Tuesday, June 27, 2006

Mailbag

It's always wonderful to receive letters. If you have any comments or questions, do not hesitate to write to averna@anthonyverna.com.

If the persona Mean Gene was created by Titan Sports or by Gene Okerlund while employed or to get employed by Titan Sports, I would think Titan Sports owns the mark, registered or not. Gene Okerlund's complaint against Hot Stuff Foods is then moot. Titan Sports would have the only valid complaint. And since Titan Sports declined to pursue registration of "Mean Gene", Hot Stuff Foods seems to be in the clear.

-Mark Hagenau (Derry, NH)

Mark, I can understand why you'd want to think this. What is tricky about trademarks, however, is that they live and die. Trademarks can also come back to life - you can think of it as resurrection or reincarnation. That is, a trademark can come back in the same exact form as it was. "MENE GENE" as a wrestling personality, involved in professional wrestling telecasts and appearances vs. "MENE GENE" in some other form. Of course, the other form relates back to the original - "MENE GENE" in the wrestling industry. Titan Sports may have dropped the application, but the ultimate lesson here is that the mark could come back in some form if Okerlund isn't a part of Titan Sports and the WWE and, therefore, Titan Sports no longer uses it. If Okerlund himself only uses it to sell himself, then the argument can easily be made that the mark, although not registered, belongs to him.

(On a side note, when a trademark is unregistered, it is referred to as a "common law" trademark. I'll use the proper terminology from now on, but wanted to introduce everyone to the concepts first.)
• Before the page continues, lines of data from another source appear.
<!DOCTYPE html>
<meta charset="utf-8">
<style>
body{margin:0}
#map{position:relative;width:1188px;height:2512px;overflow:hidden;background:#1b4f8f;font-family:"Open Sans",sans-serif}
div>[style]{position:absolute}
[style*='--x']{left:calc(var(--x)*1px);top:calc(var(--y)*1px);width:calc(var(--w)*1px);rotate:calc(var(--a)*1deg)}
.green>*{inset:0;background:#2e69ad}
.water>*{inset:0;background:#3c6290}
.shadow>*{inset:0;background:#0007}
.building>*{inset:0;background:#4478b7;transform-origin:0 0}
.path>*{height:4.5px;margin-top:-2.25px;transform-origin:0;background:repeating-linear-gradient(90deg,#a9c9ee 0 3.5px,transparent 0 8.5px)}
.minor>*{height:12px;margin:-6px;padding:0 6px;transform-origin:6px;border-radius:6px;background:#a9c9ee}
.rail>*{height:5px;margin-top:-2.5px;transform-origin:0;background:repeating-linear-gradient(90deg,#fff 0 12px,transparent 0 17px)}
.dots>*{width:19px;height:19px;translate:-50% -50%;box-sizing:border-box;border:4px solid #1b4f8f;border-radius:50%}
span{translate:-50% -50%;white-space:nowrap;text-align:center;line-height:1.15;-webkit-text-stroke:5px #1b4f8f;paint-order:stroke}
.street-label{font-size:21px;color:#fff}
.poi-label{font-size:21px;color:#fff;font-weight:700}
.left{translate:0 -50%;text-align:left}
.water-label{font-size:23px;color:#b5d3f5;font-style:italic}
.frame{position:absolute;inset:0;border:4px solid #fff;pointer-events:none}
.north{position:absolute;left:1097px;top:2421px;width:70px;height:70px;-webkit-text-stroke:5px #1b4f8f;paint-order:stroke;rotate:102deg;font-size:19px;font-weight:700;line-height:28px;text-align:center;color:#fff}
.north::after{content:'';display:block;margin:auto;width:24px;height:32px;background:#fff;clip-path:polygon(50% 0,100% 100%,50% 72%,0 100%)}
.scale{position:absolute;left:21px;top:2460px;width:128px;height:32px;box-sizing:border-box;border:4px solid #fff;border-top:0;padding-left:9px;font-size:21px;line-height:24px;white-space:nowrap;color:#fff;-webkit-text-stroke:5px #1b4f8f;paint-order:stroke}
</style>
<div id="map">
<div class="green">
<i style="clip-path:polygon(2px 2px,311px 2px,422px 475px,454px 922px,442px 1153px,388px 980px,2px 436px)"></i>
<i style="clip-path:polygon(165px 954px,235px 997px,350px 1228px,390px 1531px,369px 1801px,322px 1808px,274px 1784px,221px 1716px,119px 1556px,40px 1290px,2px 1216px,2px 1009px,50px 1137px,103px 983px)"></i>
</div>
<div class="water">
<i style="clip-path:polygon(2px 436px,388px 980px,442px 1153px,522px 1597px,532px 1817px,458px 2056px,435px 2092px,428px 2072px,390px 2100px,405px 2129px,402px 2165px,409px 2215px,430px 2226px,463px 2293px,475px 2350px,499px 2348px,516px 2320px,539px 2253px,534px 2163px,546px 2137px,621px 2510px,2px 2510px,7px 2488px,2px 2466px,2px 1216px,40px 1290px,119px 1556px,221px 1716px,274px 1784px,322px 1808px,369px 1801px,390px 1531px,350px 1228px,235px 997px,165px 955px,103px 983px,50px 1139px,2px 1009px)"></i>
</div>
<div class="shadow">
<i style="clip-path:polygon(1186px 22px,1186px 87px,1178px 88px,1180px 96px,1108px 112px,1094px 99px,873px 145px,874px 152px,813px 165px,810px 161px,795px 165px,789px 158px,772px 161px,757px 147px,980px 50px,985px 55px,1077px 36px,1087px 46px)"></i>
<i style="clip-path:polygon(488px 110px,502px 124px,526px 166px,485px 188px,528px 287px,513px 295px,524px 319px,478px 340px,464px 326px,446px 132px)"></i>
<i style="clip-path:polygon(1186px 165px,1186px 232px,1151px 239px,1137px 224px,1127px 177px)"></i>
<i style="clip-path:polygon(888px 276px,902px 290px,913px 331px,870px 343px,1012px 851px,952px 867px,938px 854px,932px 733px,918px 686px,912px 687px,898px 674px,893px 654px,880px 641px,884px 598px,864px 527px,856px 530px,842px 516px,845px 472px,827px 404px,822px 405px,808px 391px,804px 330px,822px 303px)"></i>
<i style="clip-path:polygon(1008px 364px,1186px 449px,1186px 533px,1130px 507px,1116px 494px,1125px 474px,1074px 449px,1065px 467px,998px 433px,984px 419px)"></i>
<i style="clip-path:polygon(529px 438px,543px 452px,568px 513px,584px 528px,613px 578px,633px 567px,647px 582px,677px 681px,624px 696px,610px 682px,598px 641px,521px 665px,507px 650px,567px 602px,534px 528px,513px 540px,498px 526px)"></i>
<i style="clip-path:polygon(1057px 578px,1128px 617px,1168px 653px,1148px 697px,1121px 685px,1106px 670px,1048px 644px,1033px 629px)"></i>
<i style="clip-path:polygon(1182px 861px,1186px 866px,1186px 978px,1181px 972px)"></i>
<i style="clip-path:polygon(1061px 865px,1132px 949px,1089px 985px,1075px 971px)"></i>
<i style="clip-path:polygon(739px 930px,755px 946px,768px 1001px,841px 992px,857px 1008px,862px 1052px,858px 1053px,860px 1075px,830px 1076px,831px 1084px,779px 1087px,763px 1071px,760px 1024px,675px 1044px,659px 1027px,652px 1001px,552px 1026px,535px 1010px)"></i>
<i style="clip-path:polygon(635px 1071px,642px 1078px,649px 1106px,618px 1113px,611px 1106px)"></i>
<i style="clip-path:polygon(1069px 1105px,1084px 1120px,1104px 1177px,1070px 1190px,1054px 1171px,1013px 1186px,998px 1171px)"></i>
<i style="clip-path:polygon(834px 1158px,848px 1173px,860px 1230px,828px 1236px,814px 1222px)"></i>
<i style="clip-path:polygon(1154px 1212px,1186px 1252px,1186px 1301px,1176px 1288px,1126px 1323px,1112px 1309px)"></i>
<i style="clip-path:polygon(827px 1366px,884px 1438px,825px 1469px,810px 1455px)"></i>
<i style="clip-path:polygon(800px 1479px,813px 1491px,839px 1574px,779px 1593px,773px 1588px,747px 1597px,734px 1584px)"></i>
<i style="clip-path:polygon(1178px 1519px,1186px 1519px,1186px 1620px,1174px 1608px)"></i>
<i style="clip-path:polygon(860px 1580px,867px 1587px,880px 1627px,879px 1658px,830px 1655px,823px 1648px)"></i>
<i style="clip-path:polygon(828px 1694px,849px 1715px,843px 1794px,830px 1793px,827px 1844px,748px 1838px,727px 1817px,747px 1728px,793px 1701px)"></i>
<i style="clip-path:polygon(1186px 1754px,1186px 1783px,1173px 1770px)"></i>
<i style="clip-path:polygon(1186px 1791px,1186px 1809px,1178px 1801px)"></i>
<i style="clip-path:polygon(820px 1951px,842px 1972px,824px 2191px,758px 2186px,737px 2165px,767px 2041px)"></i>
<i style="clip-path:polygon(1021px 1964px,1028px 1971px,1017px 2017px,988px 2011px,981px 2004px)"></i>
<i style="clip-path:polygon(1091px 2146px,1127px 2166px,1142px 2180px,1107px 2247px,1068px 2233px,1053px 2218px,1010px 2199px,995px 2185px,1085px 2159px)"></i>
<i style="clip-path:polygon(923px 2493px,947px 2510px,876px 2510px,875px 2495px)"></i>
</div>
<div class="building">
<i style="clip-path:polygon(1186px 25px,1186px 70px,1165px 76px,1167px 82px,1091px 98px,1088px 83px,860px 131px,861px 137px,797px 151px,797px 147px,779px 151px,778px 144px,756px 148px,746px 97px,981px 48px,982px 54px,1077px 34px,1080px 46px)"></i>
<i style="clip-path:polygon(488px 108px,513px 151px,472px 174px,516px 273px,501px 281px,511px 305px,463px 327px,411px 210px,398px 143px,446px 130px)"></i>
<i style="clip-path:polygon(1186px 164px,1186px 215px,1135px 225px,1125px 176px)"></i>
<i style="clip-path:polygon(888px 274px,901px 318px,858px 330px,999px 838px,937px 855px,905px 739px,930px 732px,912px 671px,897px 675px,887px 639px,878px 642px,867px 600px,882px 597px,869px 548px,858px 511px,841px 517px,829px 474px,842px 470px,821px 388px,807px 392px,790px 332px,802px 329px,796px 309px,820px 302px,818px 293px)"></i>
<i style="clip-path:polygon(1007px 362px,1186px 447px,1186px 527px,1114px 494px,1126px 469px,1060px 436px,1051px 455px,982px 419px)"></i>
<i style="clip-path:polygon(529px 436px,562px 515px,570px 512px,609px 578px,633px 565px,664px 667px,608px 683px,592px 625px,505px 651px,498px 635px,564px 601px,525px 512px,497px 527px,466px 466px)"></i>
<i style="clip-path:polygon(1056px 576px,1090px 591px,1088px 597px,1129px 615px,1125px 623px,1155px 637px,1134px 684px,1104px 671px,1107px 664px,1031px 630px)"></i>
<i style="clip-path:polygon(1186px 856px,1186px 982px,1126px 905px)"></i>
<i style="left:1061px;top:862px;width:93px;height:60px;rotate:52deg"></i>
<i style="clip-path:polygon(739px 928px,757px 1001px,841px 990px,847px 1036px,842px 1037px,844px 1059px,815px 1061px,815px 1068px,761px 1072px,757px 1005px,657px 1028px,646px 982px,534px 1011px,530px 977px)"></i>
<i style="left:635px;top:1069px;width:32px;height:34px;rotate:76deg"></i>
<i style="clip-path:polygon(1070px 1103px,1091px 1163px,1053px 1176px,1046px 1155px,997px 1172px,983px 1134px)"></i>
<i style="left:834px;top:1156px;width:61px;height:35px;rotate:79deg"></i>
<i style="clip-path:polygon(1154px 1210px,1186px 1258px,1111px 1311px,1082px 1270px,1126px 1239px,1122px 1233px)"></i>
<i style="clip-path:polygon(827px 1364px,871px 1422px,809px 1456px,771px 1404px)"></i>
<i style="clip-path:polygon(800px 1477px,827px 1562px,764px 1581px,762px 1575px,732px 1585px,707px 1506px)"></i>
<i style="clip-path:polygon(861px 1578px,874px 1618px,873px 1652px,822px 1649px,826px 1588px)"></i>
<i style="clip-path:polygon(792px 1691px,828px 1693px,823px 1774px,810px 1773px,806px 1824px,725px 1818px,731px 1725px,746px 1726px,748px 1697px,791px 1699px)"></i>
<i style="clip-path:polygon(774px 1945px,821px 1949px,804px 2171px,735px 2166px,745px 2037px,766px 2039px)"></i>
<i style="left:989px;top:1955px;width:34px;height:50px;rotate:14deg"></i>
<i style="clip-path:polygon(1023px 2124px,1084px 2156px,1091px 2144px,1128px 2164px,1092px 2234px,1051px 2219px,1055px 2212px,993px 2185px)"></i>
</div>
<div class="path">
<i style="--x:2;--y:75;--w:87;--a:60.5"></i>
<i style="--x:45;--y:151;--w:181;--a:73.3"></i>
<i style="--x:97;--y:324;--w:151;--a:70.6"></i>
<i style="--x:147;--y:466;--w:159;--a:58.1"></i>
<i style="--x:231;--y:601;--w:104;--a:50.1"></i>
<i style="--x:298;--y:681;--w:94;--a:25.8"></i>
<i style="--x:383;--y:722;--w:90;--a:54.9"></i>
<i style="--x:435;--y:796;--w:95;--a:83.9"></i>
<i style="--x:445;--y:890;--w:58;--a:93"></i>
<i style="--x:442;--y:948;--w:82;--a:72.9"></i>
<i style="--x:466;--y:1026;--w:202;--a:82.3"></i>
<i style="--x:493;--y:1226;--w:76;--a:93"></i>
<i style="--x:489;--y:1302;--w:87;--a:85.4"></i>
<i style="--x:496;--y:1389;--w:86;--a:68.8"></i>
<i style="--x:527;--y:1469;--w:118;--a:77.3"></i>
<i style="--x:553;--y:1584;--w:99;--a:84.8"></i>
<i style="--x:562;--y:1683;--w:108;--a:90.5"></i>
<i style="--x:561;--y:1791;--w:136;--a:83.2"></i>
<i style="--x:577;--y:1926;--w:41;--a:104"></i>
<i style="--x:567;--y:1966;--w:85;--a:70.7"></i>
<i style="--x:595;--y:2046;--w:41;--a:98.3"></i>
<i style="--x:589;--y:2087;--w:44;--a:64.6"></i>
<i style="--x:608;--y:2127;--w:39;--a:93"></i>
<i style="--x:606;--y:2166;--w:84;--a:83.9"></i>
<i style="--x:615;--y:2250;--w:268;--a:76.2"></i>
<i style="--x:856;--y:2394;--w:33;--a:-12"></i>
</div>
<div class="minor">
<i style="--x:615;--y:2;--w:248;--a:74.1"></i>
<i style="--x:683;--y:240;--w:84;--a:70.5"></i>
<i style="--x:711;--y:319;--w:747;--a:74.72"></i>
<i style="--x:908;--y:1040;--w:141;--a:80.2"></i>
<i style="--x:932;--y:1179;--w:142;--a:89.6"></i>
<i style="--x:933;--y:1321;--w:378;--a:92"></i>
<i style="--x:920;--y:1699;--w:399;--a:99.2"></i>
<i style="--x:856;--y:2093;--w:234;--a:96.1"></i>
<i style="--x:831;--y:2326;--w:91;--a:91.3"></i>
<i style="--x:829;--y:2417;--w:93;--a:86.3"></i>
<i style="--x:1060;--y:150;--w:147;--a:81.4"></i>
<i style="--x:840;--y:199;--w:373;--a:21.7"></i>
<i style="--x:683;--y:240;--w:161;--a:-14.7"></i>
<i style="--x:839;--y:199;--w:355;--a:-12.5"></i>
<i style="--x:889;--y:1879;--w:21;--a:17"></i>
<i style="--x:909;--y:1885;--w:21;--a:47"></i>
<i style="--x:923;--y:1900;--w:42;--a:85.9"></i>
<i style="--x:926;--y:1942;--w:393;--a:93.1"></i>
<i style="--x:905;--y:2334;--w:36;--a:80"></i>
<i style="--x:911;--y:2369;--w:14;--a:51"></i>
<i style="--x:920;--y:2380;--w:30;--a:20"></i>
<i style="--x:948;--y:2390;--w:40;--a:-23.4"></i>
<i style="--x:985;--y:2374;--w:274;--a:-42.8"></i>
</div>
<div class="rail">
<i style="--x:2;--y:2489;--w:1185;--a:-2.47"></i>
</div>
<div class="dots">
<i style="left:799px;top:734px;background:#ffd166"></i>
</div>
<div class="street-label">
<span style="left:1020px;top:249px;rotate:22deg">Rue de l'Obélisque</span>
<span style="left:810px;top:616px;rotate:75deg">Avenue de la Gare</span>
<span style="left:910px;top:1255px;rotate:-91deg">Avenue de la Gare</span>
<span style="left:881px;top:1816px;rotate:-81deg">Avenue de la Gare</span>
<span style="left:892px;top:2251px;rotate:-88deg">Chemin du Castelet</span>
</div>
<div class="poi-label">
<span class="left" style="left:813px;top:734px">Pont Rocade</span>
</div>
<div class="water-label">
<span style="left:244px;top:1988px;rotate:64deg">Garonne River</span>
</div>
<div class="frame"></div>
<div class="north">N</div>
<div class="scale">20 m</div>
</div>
...[T]he economics are clear, namely, that big pharma can only develop new drugs like this, and give away drugs to third world nations, if it continues to milk the middle class of America for all it is worth.
....
But the purpose of anti-trust laws are to protect the consumers and smaller companies. Anti-trust laws keep big companies from controlling markets to the loss of consumers and smaller companies that would make the market more competitive. This is what Slate seems to be pointing to.
But Anthony, how do we protect stock values and markets and make drugs affordable?


-Brian Sipe (Philadelphia, PA - www.attorneysipe.com)

No letter from a fellow attorney is complete without a plug to his firm's website.

As you can read, this e-mail was much longer, but needed to be cut else this entry would be too long.

Part of what's missing in the Slate article referred to on Schering-Plough, the FTC, and the DOJ is the relationship between all intellectual property laws and and anti-trust laws like the Sherman Act. Intellectual property laws allow the owners to have a monopoly. It effectively carves out a monopoly on what is owned. A trademark allows the owner to use those words or that logo for that product in that industry. A copyright allows the owner to make that piece of art (usually) alone. A patent allows an inventor to make that invention alone. So this is the tug-of-war that is going on here. The monopoly is carved out and if someone else wants to make a generic version of a drug, then all the patents must be expired.